:: Records shown

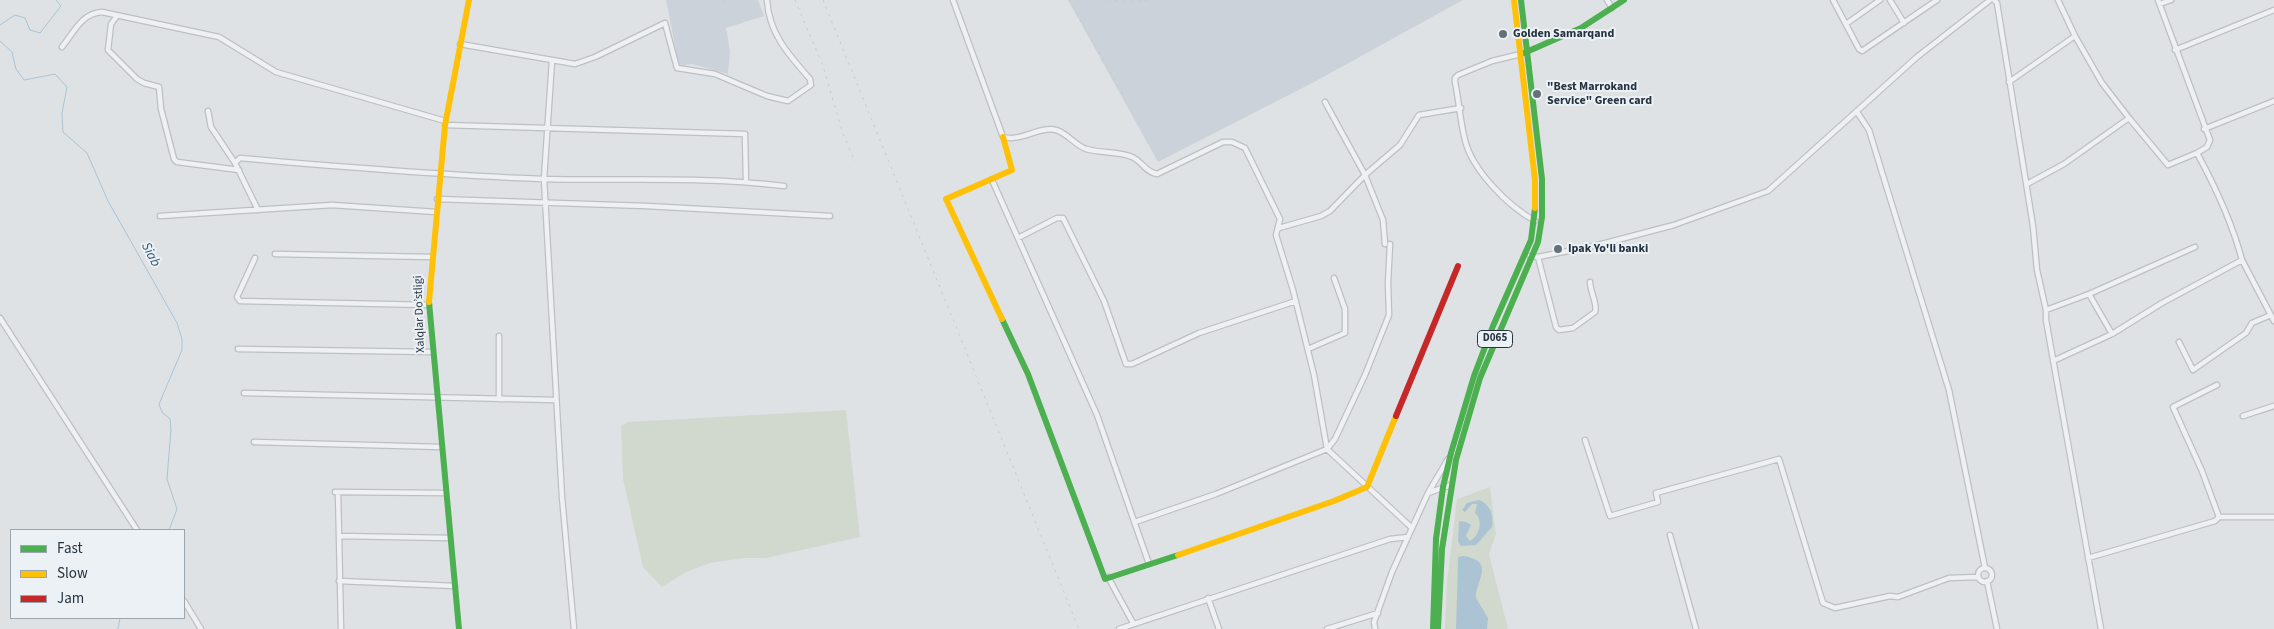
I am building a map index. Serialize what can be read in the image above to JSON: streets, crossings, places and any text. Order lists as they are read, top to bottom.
{
  "streets": {
    "main road": ["Xalqlar Do’stligi", "D065"]
  },
  "water": ["Siab"],
  "places": ["Golden Samarqand", "\"Best Marrokand Service\" Green card", "Ipak Yo'li banki"],
  "legend": ["Fast", "Slow", "Jam"]
}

::::

## How to complete this task
Return the data exactly. Do not carry over any images.

## Solution to this task
I am building a map index. Serialize what can be read in the image above to JSON: streets, crossings, places and any text. Order lists as they are read, top to bottom.
{
  "streets": {
    "main road": ["Xalqlar Do’stligi", "D065"]
  },
  "water": ["Siab"],
  "places": ["Golden Samarqand", "\"Best Marrokand Service\" Green card", "Ipak Yo'li banki"],
  "legend": ["Fast", "Slow", "Jam"]
}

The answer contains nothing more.